Supplied information
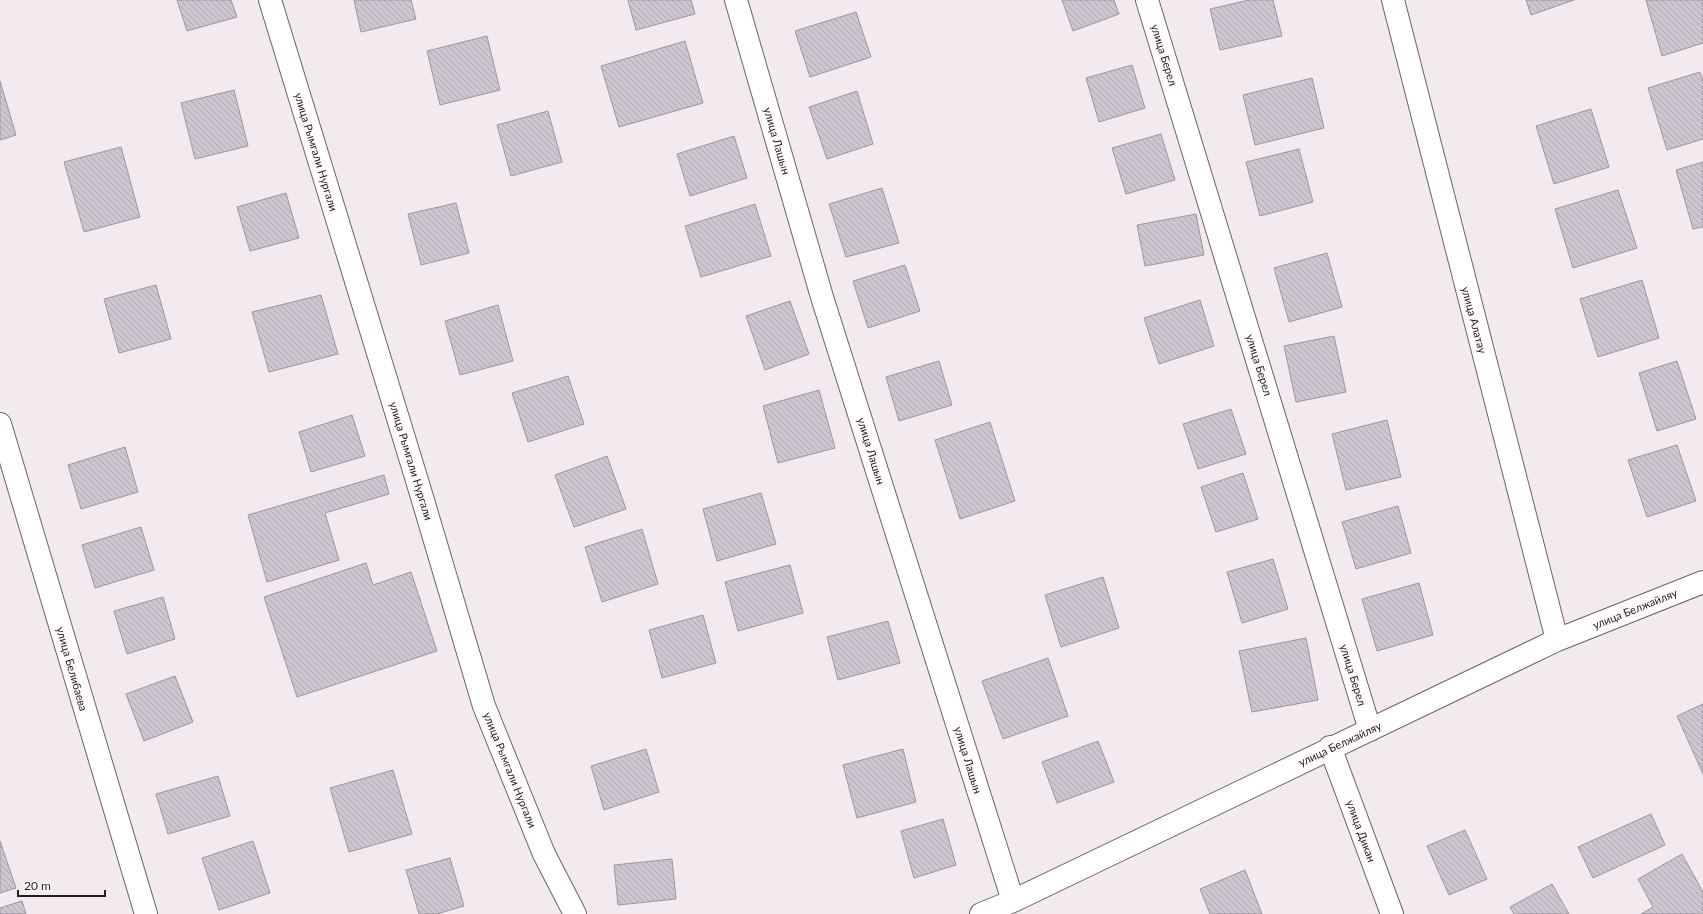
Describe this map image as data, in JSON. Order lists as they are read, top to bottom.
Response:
{
  "streets": {
    "street": [
      "улица Берел",
      "улица Лашын",
      "улица Рымгали Нургали",
      "улица Алатау",
      "улица Белжайляу",
      "улица Белибаева",
      "улица Дикан"
    ]
  },
  "crossings": [
    ["улица Берел", "улица Белжайляу"],
    ["улица Лашын", "улица Белжайляу"],
    ["улица Алатау", "улица Белжайляу"],
    ["улица Белжайляу", "улица Дикан"]
  ],
  "scale_bar": "20 m"
}
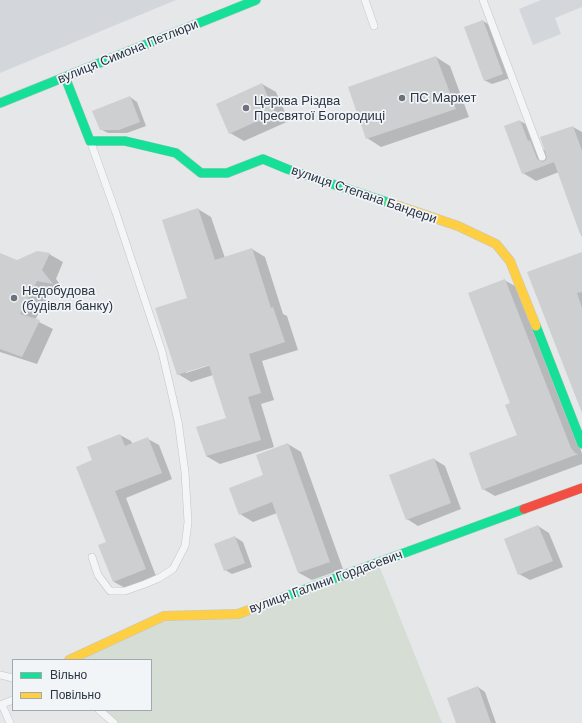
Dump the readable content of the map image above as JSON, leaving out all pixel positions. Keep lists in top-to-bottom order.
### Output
{
  "streets": {
    "main road": ["вулиця Симона Петлюри", "вулиця Степана Бандери", "вулиця Галини Гордасевич"]
  },
  "places": ["ПС Маркет", "Церква Різдва Пресвятої Богородиці", "Недобудова (будівля банку)"],
  "legend": ["Вільно", "Повільно"]
}
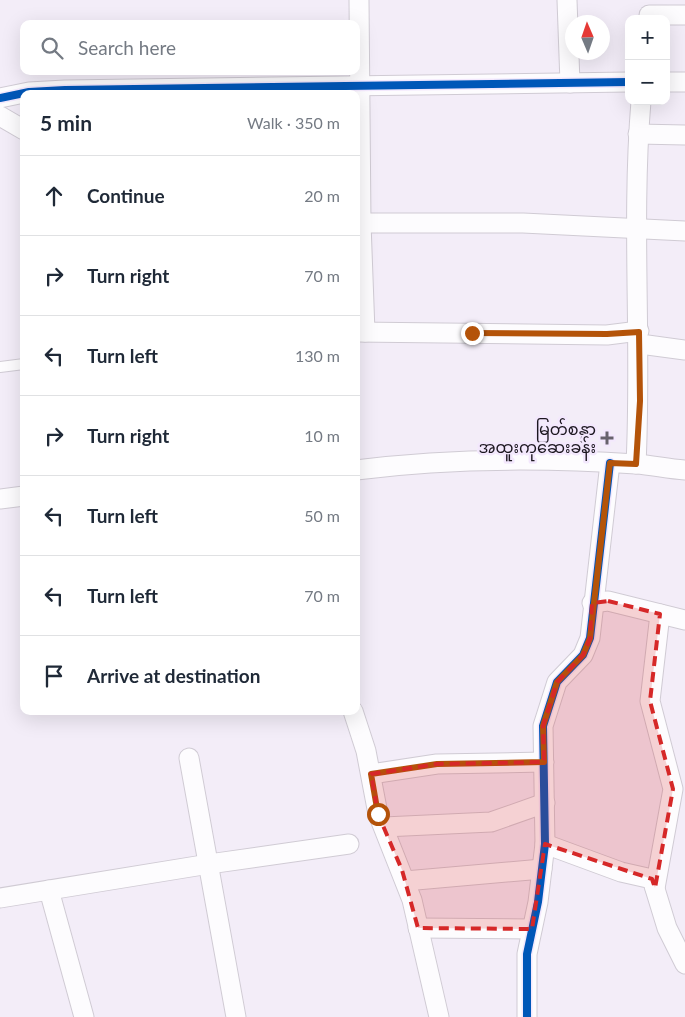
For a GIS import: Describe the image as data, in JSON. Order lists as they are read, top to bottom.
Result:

Work to be completed
Print out the records in full and exactly, dropping every picture.

Worked solution
Describe this map image as data, in JSON. Order lists as they are read, top to bottom.
Response:
{
  "streets": {
    "street": [
      "улица Берел",
      "улица Лашын",
      "улица Рымгали Нургали",
      "улица Алатау",
      "улица Белжайляу",
      "улица Белибаева",
      "улица Дикан"
    ]
  },
  "crossings": [
    ["улица Берел", "улица Белжайляу"],
    ["улица Лашын", "улица Белжайляу"],
    ["улица Алатау", "улица Белжайляу"],
    ["улица Белжайляу", "улица Дикан"]
  ],
  "scale_bar": "20 m"
}
Dump the readable content of the map image above as JSON, leaving out all pixel positions. Keep lists in top-to-bottom order.
### Output
{
  "streets": {
    "main road": ["вулиця Симона Петлюри", "вулиця Степана Бандери", "вулиця Галини Гордасевич"]
  },
  "places": ["ПС Маркет", "Церква Різдва Пресвятої Богородиці", "Недобудова (будівля банку)"],
  "legend": ["Вільно", "Повільно"]
}
For a GIS import: Describe the image as data, in JSON. Order lists as they are read, top to bottom.
Result:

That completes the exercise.